BANFF – When Skoki the grizzly bear popped his head inside the back door of Laggan’s Bakery in Lake Louise and stepped on a tent with campers inside at the nearby campground, it was the final nail in his coffin.
That was 24 years ago on June 23, 1996.
Amid fears he was a threat to public safety with his escalating behaviour throughout that spring and summer, the young sub-adult grizzly on the verge of becoming a breeding male was shipped to the Calgary Zoo. When he emerges from his den at the zoo this spring, he will be 33 years old.
Mike Gibeau, a world-renowned grizzly bear expert, said bear #16, as he was known back then, would be dead if he remained a wild bear, noting male bears in this region can live naturally to between 15 and 18 years of age if not killed by human-causes first.
“He was a very happy-go-lucky bear, but his major crime was sticking his head in the bakery in Lake Louise,” said Gibeau, who was part of the Parks Canada team that was managing bear #16 at the time.
The young male grizzly bear spent the first years of his life learning the ways of the wild from his mom, but around 1993 he set off on his own to fend for himself and was often spotted grazing in the lower Bow Valley.
Over the next few summers, his presence caused ‘bear jams’, and not surprisingly, it’s believed he got into human food at some point. Having lost his wariness of people, he started travelling into developed areas.
As people became bolder around him and started approaching him at closer range, bear #16 became bolder around them and began defending his personal space. At one point, he bluff charged two vehicles.

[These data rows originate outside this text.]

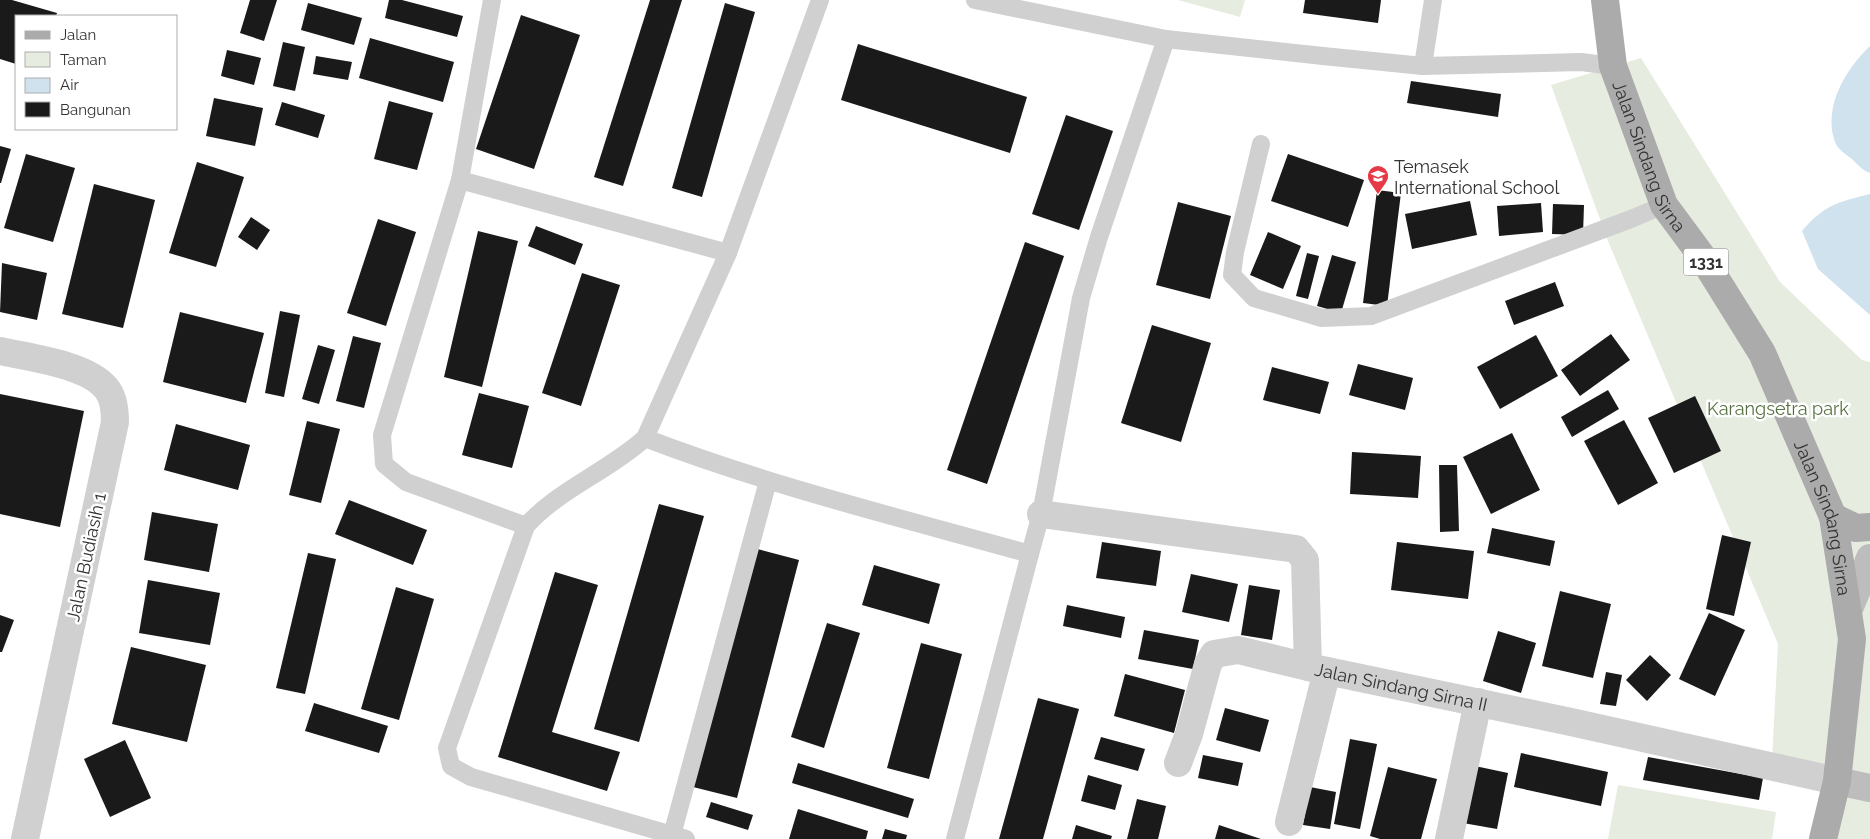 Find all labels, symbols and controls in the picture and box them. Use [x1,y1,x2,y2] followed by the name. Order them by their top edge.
[15,15,178,130] legend
[60,26,96,44] text: Jalan
[60,51,106,69] text: Taman
[60,76,79,94] text: Air
[1609,78,1691,236] street label: Jalan Sindang Sirna
[60,101,131,119] text: Bangunan
[1394,156,1559,198] place label: Temasek International School
[1366,164,1390,195] school or university icon: Temasek International School
[1684,248,1728,276] road number: 1331
[1707,398,1849,419] park label: Karangsetra park
[1790,437,1856,597] street label: Jalan Sindang Sirna
[62,490,110,623] street label: Jalan Budiasih 1
[1313,658,1490,715] street label: Jalan Sindang Sirna II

By May 1996, bear #16 began to frequent the hamlet of Lake Louise for the first time, often during daylight hours, and was believed responsible for bluff charging a fisherman at Wapta Lake west of Lake Louise at close range that same month.
Then on June 23, his behaviour became even bolder and more concerning as he stepped on a tent at Lake Louise campground and frightened the campers inside, and then investigated the back door of Laggan’s bakery.

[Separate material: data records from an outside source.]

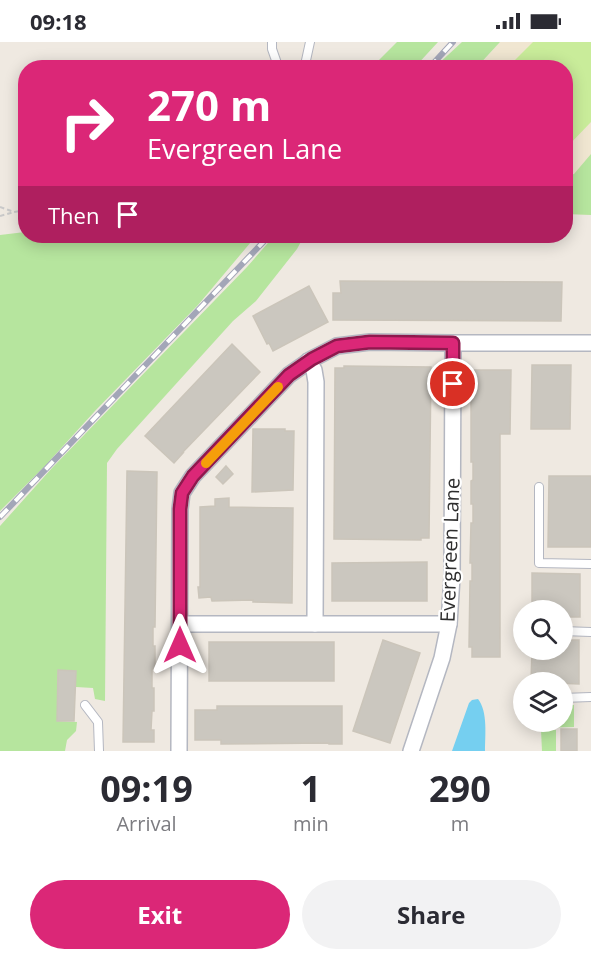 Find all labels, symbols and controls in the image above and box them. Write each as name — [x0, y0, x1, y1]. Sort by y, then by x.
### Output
text: 09:18 — [30, 6, 87, 36]
text: 270 m — [147, 76, 271, 133]
icon: right — [48, 84, 126, 162]
text: Evergreen Lane — [147, 130, 342, 167]
icon: arrive — [111, 198, 144, 231]
text: Then — [48, 200, 99, 230]
pin — [427, 358, 478, 409]
icon: arrive — [436, 367, 469, 400]
street label: Evergreen Lane — [433, 477, 466, 623]
map controls — [513, 600, 573, 732]
button: search — [513, 600, 573, 660]
position arrow — [148, 613, 212, 677]
button: layers — [513, 672, 573, 732]
text: 09:19 — [100, 764, 193, 813]
text: 1 — [301, 764, 321, 813]
text: 290 — [429, 764, 491, 813]
text: Arrival — [116, 810, 177, 837]
text: min — [293, 810, 329, 837]
text: m — [451, 810, 469, 837]
button: Exit — [30, 880, 290, 949]
button: Share — [302, 880, 561, 949]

With previous aversive conditioning having limited success with this bear, Parks Canada captured bear #16 on June 25 and relocated him within his home range to the Flints Park area of the park. Within four days, he was back in the Bow Valley and back to his old ways.
A decision was made to destroy the bear on July 4, but a last-minute call was made to the Calgary Zoo to cover all possible options. On July 5, bear #16 was caught near Hillsdale Split off the Bow Valley Parkway and shipped to the Calgary Zoo – and he’s been there ever since.
Hal Morrison, who is a retired human-wildlife conflict specialist with Parks Canada and one of the members of the team involved in this case at the time, strongly recommended killing bear #16, believing the zoo was no life for a wild grizzly.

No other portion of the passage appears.